A declarative struct-tag-based HTML unmarshaling or scraping package for Go built on top of the goquery library

goq

Build Status GoDoc Coverage Status Go Report Card

Example

import (
	"log"
	"net/http"

	"astuart.co/goq"
)

// Structured representation for github file name table
type example struct {
	Title string `goquery:"h1"`
	Files []string `goquery:"table.files tbody tr.js-navigation-item td.content,text"`
}

func main() {
	res, err := http.Get("https://github.com/andrewstuart/goq")
	if err != nil {
		log.Fatal(err)
	}
	defer res.Body.Close()

	var ex example
	
	err = goq.NewDecoder(res.Body).Decode(&ex)
	if err != nil {
		log.Fatal(err)
	}

	log.Println(ex.Title, ex.Files)
}

Details

goq

-- import "astuart.co/goq"

Package goq was built to allow users to declaratively unmarshal HTML into go structs using struct tags composed of css selectors.

I've made a best effort to behave very similarly to JSON and XML decoding as well as exposing as much information as possible in the event of an error to help you debug your Unmarshaling issues.

When creating struct types to be unmarshaled into, the following general rules apply:

  • Any type that implements the Unmarshaler interface will be passed a slice of *html.Node so that manual unmarshaling may be done. This takes the highest precedence.
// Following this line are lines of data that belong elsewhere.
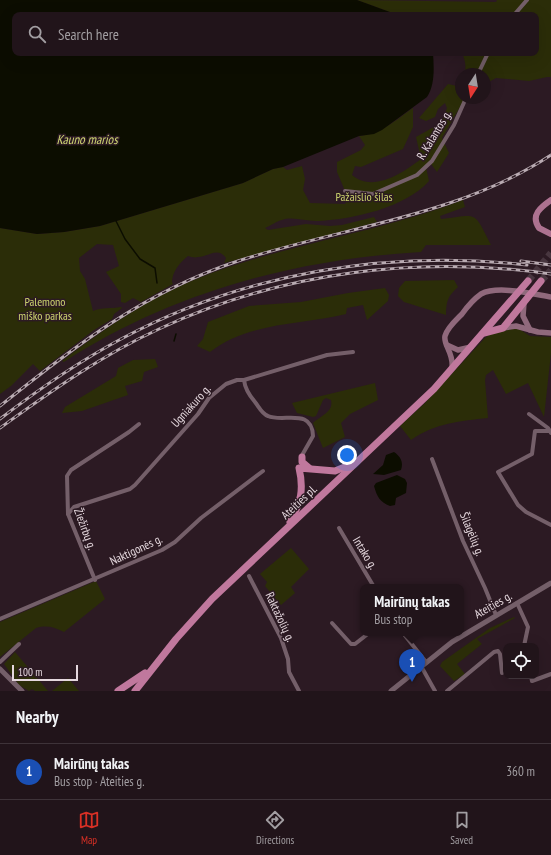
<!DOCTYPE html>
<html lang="en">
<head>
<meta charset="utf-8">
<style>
  :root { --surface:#21141a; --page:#291d23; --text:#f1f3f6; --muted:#a29ea2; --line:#3e3339; --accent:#d93025 }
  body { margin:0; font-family:"PT Sans Narrow",sans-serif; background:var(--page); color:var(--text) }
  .controls { position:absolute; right:12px; bottom:12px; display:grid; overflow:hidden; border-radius:8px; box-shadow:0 4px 16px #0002 }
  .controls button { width:36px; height:36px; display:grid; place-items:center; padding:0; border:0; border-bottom:1px solid var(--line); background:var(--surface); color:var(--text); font:20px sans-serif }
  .compass { position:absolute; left:455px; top:68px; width:36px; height:36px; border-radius:50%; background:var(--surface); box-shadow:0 4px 16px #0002; rotate:192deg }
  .scale { position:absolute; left:12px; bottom:10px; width:66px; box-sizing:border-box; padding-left:4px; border:2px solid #e5d8de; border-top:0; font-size:11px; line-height:14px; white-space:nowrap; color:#e5d8de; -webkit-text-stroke:3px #2c1a23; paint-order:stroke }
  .you { position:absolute; left:347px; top:455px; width:14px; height:14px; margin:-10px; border:3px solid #fff; border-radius:50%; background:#1a73e8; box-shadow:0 0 0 6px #1a73e833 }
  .badge { display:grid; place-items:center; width:26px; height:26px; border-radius:50%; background:var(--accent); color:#fff; font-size:13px; font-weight:700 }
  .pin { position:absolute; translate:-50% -33px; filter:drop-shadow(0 1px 2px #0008) }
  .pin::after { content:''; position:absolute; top:21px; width:14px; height:12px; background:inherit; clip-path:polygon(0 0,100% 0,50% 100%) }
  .popup { position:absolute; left:360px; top:584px; width:104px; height:52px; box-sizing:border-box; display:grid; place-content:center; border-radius:8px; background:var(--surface); filter:drop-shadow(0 1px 3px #0005); font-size:13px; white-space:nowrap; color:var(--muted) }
  .popup b { font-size:15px; color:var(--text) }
  .popup::after { content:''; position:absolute; left:50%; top:100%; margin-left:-8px; border:8px solid transparent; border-top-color:var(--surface) }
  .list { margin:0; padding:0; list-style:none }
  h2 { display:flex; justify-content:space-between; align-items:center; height:52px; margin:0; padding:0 16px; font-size:17px }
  h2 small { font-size:13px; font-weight:400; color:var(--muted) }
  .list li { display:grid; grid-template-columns:26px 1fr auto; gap:12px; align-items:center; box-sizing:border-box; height:56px; padding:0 16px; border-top:1px solid var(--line) }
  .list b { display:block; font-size:15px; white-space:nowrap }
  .list p { margin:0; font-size:13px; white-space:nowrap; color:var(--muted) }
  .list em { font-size:13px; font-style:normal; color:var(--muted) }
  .icon { flex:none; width:22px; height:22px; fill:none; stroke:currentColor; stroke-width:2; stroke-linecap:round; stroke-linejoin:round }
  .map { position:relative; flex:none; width:551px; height:691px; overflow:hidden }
  .search { position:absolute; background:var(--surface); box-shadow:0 4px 16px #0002; left:12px; right:12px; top:12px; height:44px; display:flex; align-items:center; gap:10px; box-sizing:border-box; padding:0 14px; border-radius:8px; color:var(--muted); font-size:15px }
  .sheet { height:108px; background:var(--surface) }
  nav { display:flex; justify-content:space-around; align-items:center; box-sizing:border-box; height:56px; border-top:1px solid var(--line); background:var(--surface); font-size:11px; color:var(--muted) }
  nav a { display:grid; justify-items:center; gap:2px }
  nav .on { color:var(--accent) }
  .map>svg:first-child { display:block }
</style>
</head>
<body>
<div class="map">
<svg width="551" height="691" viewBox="0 0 551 691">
  <rect width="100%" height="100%" fill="#2c1a23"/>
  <g fill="#2b2d08">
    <path d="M357,0L496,2L497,0H551V77H547L529,81L496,78L485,84V74H464C467,67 465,60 462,53H536V15H398Z"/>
    <path d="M448,84L461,87V98H478L464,100L442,138L449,153L437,172L431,164L426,167L429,181C405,208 353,219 319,221C307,222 293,216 282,220C276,221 271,226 265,228L268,230L306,224L330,226L342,225L374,217L377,222L224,263L226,258C218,246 208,257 198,257C195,258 191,257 188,256C180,262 172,272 172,282L173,284L141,302L133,298L125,303L121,302V294L106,272L119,266L113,245L97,244L79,258L80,271L85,279L93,311C102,307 111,309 121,307L122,308L114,314L112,319L94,330L40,371L33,364L11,386L0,394V228L37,234L64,232L100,226L243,183L273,169L283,167L287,170L302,166L305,179L303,190L310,203L345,204L348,198L337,172V162L361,150L365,145L359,136C381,134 396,120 413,108V127L403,149L361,167L355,166L352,175C373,193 403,173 421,159L416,137L441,123L447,108L445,103L438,109L435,117L426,121L419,118Z"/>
    <path d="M463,200L465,207L440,216L441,219C478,215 473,209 491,245H426L421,252C295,259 170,293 64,362L62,361C105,328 149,298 199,278C285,244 378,233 463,200Z"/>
    <path d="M454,280L458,287C448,296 446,301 446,315L404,302L398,296L399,288L405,281Z"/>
    <path d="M385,288L389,295L388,301L367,320L363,305L347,308L346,314C301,325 248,322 210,352L197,346L203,339L208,322L249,306L301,302L348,293Z"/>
    <path d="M512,329H519L530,336L551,337V353L544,417L528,383L506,394L493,370L486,375L485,380L488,418C461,421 435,423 411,440L400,426L425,403L485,338L490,334Z"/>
    <path d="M155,359L158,367L144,372L142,381L125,386L128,395L82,411L62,413L65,407L116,376L118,368L133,360Z"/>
    <path d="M375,383L378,400L350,414L341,423L345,437L323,448L313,423C320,416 334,412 331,400L326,398L323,400L316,416L313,417L297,413L292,403Z"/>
    <path d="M291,548L309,569L291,587L295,593L281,605L265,586L267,582L260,574Z"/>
    <path d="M96,581L105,599L64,632C54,627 47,625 36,628L0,657V622Z"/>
    <path d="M514,617L515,618L477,639L482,644L457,664L465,674L454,681L440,666L442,662L490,628Z"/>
    <path d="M15,652L48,691H35L32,689L29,691L19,685L4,664Z"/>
    <path d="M68,678L79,691H52Z"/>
  </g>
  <g fill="#0c0d00">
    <path d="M0,0H357L398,15H15V53H433C434,68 435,85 427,97L382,130L374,134L359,136L283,167L273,169L243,183L100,226L64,232L37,234L0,228Z"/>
    <path d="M394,452C400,456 404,462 401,470L384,475L373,474L383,465L386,455Z"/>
    <path d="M397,475L405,479L407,483L406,493L396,498L395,505L390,506C380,502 377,497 374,486L376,483Z"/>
  </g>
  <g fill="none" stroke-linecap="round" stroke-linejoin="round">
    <g stroke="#0c0d00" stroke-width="1.5">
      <path d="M116,221L125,239L140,259L155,268L157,283"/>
      <path d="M174,341L176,334"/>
    </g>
    <g stroke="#48363f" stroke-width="7" stroke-dasharray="7 3.5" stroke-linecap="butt">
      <path d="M528,281L551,253"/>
      <path d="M541,281L551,270"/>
    </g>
    <g stroke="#745f69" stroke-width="4">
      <path d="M514,15L527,0"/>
      <path d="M478,74L488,53"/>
      <path d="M345,191L373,194L417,175L432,161L454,125L466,98"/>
      <path d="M244,380C245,389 249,395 255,402C259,407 262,414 268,416C283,423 312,407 313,436L301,457"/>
      <path d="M529,414L548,428L551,433"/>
      <path d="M549,431H535L532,454L498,472L518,505L526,512L551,525"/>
      <path d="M432,459L463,541L485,588L496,615"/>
      <path d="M68,514L74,507L130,489L135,485L198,414L209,398L226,384L237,380H244L327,355L353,352"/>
      <path d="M339,528L374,587"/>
      <path d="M249,576L281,638L288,659L289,672L299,691"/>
      <path d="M95,580L68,514L67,476L71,470L129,432L139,424"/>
      <path d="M517,603L528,627L524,646"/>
      <path d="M0,619L162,550L175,542L201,518L263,471"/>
      <path d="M332,623L351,644H355L369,633"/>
      <path d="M403,633L426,662"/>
      <path d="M0,662L19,644"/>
      <path d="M421,666L435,691"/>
      <path d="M531,676L532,681L551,674"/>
      <path d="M447,691L494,652L498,651L500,654L502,673"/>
    </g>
    <g stroke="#745f69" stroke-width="5">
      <path d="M0,669L22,691"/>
      <path d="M391,691L452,642L551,583"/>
    </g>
    <g stroke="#90697c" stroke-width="5.5">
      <path d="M524,303L523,316L530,330"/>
      <path d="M503,328L516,326L538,332L551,333"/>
      <path d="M447,345L458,350L471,347"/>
      <path d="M452,368C454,353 443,345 445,336C447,328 456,320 462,314C467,307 474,299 481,294C498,285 533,294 551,297"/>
    </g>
    <path stroke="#ad7290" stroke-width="6" d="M551,200C541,207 530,215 539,228L551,234"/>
    <g stroke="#c0789d" stroke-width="7">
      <path d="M484,333L503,328L541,281"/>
      <path d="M302,457V462L309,468"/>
      <path d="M290,522C301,503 304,489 299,468L335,471L352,464"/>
      <path d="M118,691L145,673"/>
      <path d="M135,691L176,639L212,599L434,389L528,281"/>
    </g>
    <g stroke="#b9abb2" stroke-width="3">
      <g id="rail">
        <path d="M521,261L551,265"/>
        <path d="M0,406C75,346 144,292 238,261C342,227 457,217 551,155"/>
        <path d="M0,419C39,389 78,362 121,339C244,273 388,249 527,265"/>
        <path d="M0,428C50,392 102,355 159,329C281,272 418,255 551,274"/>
      </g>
    </g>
    <use href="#rail" stroke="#2c1a23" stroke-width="1.5" stroke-dasharray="4.5" stroke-linecap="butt"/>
  </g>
  <g text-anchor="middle" stroke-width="3" stroke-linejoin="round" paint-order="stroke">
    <g font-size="12" fill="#e5d8de" stroke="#2c1a23">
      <text transform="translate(434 135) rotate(-59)" y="4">R. Kalantos g.</text>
      <text transform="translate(191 406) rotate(-48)" y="4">Ugniakuro g.</text>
      <text transform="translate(299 502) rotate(-43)" y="4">Ateities pl.</text>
      <text transform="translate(85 529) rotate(70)" y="4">Žiežirbų g.</text>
      <text transform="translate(472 534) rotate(68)" y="4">Šilagėlių g.</text>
      <text transform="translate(136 550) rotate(-25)" y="4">Naktigonės g.</text>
      <text transform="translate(365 553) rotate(59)" y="4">Intako g.</text>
      <text transform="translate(493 605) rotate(-30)" y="4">Ateities g.</text>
      <text transform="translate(280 617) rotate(65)" y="4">Raktažolių g.</text>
    </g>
    <g font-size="12" fill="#cdd56f" stroke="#2c1a23">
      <text x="364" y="201">Pažaislio šilas</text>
      <text x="45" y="306">Palemono<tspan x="45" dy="14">miško parkas</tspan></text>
    </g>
    <g font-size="13" font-style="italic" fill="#d0d873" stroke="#2c1a23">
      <text x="87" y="144">Kauno marios</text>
    </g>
  </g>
</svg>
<div class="controls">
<button><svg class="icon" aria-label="locate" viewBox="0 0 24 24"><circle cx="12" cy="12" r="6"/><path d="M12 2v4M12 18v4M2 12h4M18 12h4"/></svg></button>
</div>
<svg class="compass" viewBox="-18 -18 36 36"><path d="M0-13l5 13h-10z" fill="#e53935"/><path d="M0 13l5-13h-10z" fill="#a29ea2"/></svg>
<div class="scale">100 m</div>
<div class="you"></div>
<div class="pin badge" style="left:412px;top:682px;background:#1a4fb4">1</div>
<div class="popup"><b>Mairūnų takas</b>Bus stop</div>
<div class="search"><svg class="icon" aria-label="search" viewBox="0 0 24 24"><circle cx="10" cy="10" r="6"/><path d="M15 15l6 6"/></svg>Search here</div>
</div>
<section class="sheet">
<h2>Nearby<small></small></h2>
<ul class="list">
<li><span class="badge" style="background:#1a4fb4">1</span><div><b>Mairūnų takas</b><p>Bus stop · Ateities g.</p></div><em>360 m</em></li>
</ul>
</section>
<nav>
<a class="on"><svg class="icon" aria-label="map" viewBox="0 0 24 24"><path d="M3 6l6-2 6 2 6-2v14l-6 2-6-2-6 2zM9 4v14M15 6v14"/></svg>Map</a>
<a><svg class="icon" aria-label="directions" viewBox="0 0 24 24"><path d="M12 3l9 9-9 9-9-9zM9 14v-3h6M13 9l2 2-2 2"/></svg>Directions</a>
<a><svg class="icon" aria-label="saved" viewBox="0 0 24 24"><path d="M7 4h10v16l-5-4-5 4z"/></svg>Saved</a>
</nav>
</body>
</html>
  • Any struct fields may be annotated with goquery metadata, which takes the form of an element selector followed by arbitrary comma-separated "value selectors."

  • A value selector may be one of html, text, or [someAttrName]. html and text will result in the methods of the same name being called on the *goquery.Selection to obtain the value. [someAttrName] will result in *goquery.Selection.Attr("someAttrName") being called for the value.

  • A primitive value type will default to the text value of the resulting nodes if no value selector is given.

  • At least one value selector is required for maps, to determine the map key. The key type must follow both the rules applicable to go map indexing, as well as these unmarshaling rules. The value of each key will be unmarshaled in the same way the element value is unmarshaled.

  • For maps, keys will be retreived from the same level of the DOM. The key selector may be arbitrarily nested, though. The first level of children with any number of matching elements will be used, though.

  • For maps, any values must be nested below the level of the key selector. Parents or siblings of the element matched by the key selector will not be considered.

  • Once used, a "value selector" will be shifted off of the comma-separated list. This allows you to nest arbitrary levels of value selectors. For example, the type []map[string][]string would require one selector for the map key, and take an optional second selector for the values of the string slice.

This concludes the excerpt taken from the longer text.